I ran a "club" myself when I had a young family and tbh I couldn't have managed without it. Luckily pretty much all of my customers were good payers, though I did have a few issues with one woman but thankfully it was sorted, mainly by luck, but that's a story for another day! I'm still with Littlewoods today, though the "club" side of it's a thing of the past now, and I couldn't live without it now either. Do miss the books though!
 
Correction - MIL was Kay’s not Freeman’ (V story reminded me) but my mother wouldn’t allow one in the house, everything was saved for and paid in full or not purchased.

An uncle who didn’t have children, worked in a factory which made ladies lingerie type stuff and often gave my mum offcuts of fabric and trimmings. Although she worked in a shirt factory off and on she had no patience at all for sewing fiddly stuff so she went to a local dressmaker who made matching outfits for my sister and me. The fancy stuff was for summer church type outings and it was cotton for other. God I hated them!

My gran and another unmarried uncle used to buy winter coats and Clarke’s shoes (plainest of the plain nothing fancy which is why I now love red shoes) bliddy kilt skirts and mum knitted everything else - something else I hated and now only wear the softest of knits.

I used a catalog when first married for a very short time as I couldn't be bothered with the hassle .
 
Vienna, those catalogues helped me get my "bottom drawer" together before I married. My bedroom was awash with goodies still in their boxes waiting to be rehoused in the flat that my new husband and I would soon move into. I couldn't wait to use the casserole dishes, cream shag pile rug, and a couple of table lamps, all bought on the weekly from the lady up the road. Then there were the Embassy coupons (collected during the years I smoked), and I had enough to claim a coffee table and ironing board !! Of course those were the days when a couple of gallons of petrol would warrant a free 'cut glass' goblet from the Esso garage ! didn't take long to get the whole set (which can now be found on any charity shop shelf 😂 😂 )
 
My parents and other relatives smoked so we collected the coupons and bought stuff just before we married and for a little after - a handheld mixer, an electric carving knife and Pyrex dishes still in use, a pressure cooker, stand mixer and umpteen pans well used but gone now.

I still have some dishes which were wedding presents 50 years ago in use, only the useful ones as I have no patience with things which dont work or which aren’t to my taste. One was a Pyrex casserole set with bliddy vegetables painted on it - I hated the thing but it is really useful so it gets used but put into a plain serving dish afterwards !

I think every house in the country got the petrol station glasses, a lot were very good and a hell of a lot better than the plastic daffs (remember them?) we used ours right up until we got a dishwasher.
 
Ms Holden had a lovely face before she decided to turn it to vinyl & may do a good pose. Ms McCall has all the grace of a clothes airer & always makes me think of a baby bird, a bit like this one, miaow!

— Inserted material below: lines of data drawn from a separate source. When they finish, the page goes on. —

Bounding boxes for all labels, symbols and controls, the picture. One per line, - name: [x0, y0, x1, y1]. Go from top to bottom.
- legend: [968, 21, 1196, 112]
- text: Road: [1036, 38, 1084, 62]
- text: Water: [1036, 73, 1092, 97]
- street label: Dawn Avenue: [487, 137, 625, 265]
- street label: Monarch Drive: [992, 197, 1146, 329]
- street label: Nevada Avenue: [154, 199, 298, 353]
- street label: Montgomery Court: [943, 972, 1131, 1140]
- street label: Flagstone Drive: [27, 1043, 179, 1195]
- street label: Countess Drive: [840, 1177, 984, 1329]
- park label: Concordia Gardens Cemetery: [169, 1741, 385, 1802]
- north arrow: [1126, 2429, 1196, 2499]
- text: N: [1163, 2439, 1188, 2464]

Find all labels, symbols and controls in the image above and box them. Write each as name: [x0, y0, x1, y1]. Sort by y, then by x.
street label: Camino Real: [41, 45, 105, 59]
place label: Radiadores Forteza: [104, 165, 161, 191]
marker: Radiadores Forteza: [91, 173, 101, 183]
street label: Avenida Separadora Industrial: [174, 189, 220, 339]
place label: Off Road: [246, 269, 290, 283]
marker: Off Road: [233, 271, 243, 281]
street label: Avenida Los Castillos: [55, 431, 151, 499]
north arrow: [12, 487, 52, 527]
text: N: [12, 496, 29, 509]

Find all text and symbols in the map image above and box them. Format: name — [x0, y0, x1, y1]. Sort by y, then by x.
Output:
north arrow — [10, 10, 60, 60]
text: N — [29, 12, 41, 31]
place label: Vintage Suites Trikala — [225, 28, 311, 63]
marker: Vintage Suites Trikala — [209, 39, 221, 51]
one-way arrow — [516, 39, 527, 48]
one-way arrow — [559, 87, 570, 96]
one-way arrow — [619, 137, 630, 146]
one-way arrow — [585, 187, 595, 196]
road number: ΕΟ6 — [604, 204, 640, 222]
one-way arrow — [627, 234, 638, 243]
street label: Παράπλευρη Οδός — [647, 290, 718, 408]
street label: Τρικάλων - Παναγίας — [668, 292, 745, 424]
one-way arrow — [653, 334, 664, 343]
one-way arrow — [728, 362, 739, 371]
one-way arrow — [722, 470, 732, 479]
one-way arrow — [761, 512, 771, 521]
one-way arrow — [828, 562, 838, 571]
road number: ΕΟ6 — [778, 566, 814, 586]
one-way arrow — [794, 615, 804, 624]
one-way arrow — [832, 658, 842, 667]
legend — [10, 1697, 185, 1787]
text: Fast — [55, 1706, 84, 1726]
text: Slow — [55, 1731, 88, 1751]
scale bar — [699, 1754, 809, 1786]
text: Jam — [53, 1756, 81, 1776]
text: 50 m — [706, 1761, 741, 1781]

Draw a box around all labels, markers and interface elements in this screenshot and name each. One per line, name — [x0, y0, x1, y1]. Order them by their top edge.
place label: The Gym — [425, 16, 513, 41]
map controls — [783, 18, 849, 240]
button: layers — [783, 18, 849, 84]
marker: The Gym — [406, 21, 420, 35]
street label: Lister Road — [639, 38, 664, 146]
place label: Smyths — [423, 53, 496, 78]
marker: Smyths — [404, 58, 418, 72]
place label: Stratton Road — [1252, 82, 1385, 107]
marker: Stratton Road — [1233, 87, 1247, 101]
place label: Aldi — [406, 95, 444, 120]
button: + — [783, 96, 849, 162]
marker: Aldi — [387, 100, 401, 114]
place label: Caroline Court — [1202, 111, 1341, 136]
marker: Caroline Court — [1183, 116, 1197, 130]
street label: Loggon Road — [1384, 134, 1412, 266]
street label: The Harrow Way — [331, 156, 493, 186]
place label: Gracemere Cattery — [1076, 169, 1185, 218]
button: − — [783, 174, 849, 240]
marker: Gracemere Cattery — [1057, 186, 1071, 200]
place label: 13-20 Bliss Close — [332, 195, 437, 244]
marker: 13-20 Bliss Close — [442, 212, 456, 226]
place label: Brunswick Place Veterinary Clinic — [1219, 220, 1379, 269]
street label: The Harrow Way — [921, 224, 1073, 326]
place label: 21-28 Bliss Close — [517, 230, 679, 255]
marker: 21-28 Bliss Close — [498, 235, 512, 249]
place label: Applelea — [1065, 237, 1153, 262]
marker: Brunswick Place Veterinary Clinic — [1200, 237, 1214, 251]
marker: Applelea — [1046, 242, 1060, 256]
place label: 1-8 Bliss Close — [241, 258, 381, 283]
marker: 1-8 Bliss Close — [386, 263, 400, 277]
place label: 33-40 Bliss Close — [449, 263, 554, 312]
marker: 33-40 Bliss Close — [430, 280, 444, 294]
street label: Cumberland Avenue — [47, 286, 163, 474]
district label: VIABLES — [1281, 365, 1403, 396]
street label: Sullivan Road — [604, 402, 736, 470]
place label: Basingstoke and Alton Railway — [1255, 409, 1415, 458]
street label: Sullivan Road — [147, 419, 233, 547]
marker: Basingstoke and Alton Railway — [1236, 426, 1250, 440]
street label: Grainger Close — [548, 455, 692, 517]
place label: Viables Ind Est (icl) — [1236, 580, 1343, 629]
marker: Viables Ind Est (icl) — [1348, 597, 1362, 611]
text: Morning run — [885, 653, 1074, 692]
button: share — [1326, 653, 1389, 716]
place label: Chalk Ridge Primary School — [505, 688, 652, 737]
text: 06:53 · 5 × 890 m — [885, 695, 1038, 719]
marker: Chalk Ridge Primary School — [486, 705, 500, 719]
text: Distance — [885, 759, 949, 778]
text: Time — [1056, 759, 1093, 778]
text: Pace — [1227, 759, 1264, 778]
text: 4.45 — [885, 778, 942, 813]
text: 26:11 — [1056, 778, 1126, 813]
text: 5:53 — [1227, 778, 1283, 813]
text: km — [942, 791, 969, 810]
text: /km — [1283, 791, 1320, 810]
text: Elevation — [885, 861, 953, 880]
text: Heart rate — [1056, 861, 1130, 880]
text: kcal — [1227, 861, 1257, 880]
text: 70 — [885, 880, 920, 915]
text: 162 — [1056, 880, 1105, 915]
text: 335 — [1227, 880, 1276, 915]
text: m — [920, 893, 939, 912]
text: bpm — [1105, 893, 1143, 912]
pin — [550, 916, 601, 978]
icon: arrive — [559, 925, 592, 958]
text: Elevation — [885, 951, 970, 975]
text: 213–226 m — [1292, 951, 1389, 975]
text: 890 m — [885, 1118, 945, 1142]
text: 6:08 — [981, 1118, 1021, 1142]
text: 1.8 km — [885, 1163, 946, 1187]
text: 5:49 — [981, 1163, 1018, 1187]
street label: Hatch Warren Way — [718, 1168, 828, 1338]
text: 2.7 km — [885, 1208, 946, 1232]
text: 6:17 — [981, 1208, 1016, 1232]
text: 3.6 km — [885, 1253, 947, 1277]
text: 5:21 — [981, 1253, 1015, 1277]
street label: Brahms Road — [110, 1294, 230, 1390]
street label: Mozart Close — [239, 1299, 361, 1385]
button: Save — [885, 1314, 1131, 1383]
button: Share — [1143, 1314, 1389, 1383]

There's something comical about that bird - almost (?) lovely. The davina similarity makes it ugly.....:unsure:
 
My mum bought my Xmas presents from I believe Kay's way back. Also, the co.op, cannot remember how it worked, but she was able to go into the big store and get me my school blazer, sleeves turned up until I grew into it in final year. Other clothes bought from there to then paid weekly.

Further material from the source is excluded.